Description of the task: Output nothing but the line containing "I am building" and the lines after it through the end of the material below, each reproduced exactly.
---------- Exercise inputs ----------
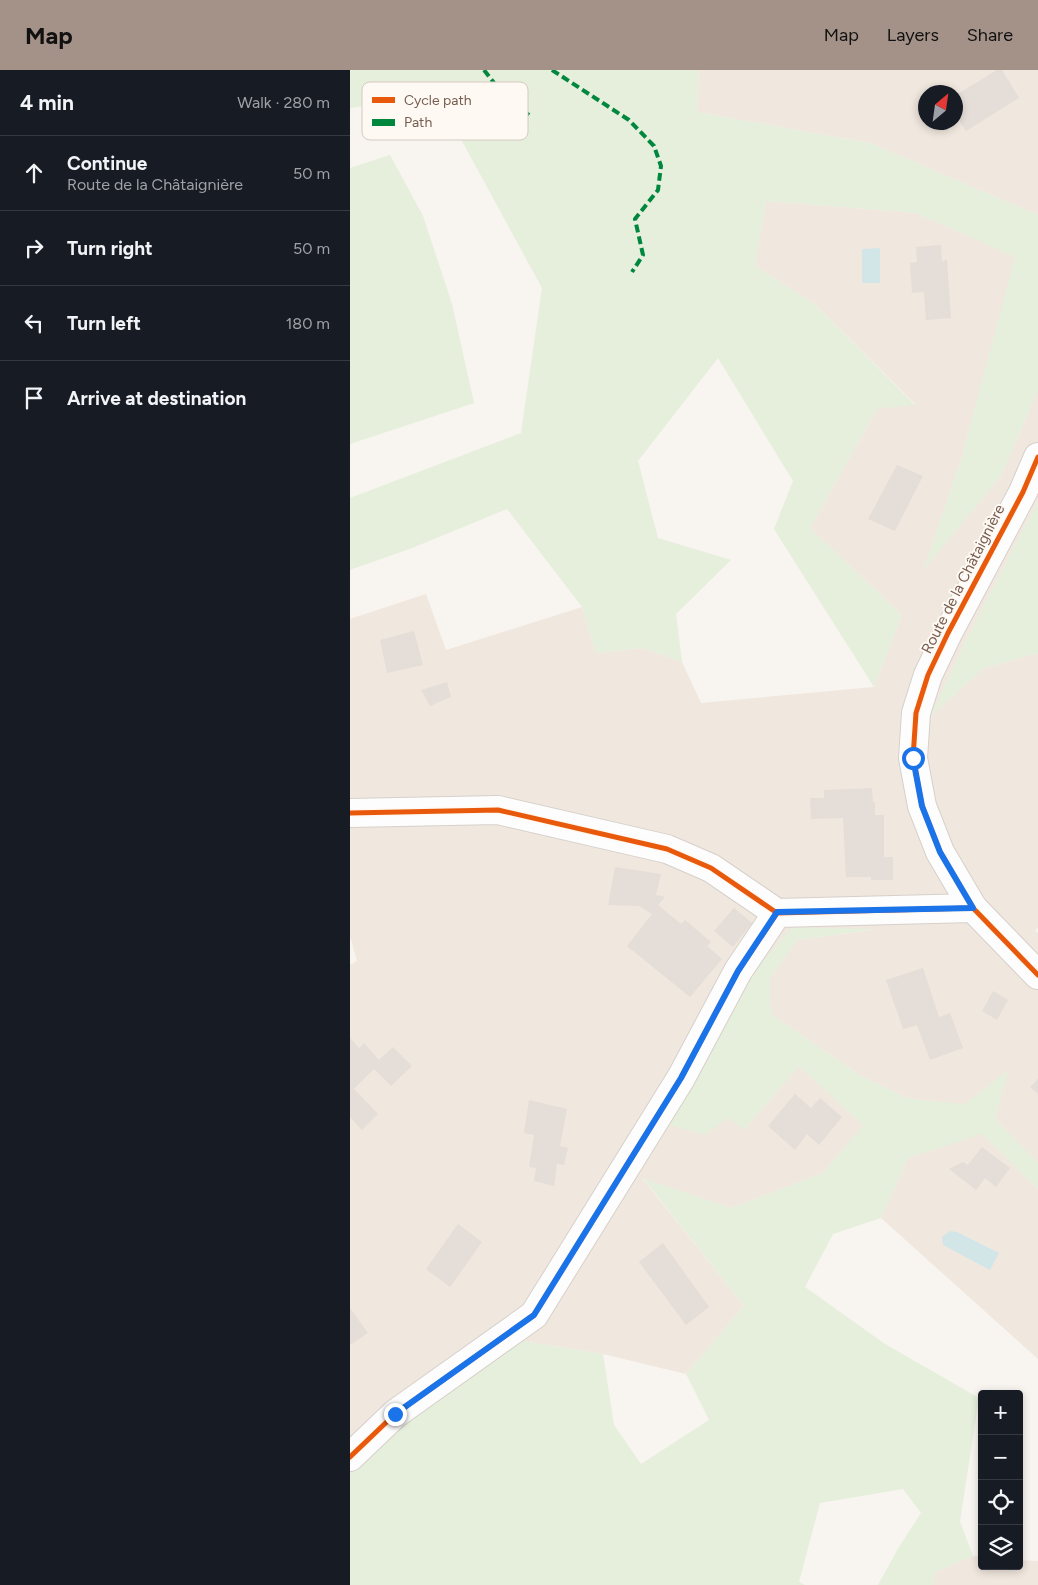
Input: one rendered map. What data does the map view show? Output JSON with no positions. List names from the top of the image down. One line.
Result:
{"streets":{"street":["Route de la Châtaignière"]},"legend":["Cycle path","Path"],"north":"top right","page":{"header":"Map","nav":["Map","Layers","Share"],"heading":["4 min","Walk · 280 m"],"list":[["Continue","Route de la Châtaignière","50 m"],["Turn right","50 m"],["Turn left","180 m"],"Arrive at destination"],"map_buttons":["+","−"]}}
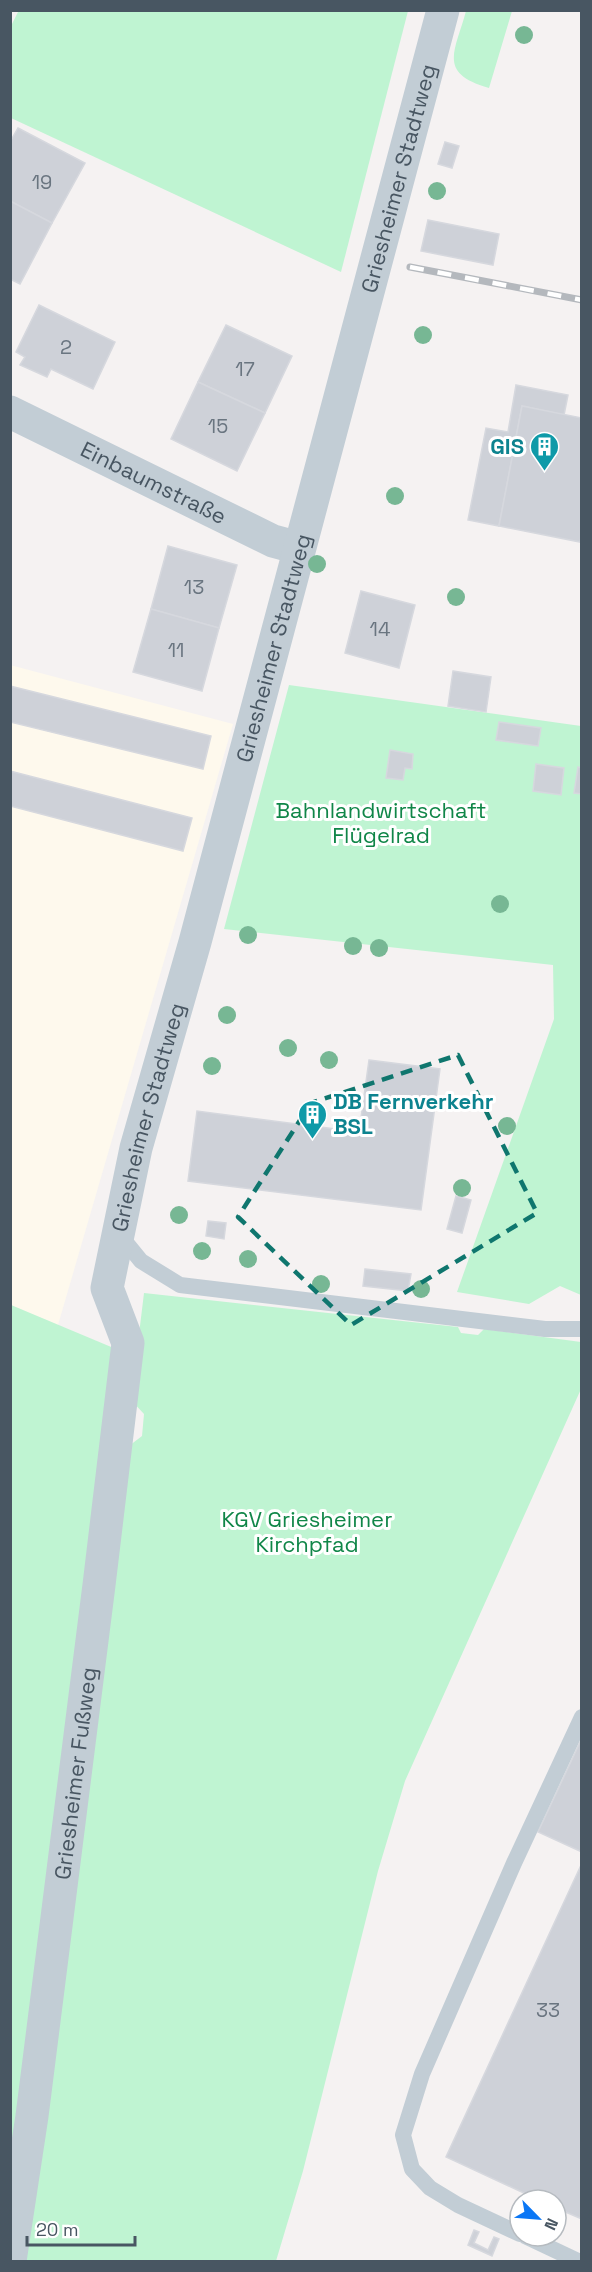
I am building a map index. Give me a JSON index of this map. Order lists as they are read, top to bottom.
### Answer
----------
Finished exercise:
I am building a map index. Give me a JSON index of this map. Order lists as they are read, top to bottom.
### Answer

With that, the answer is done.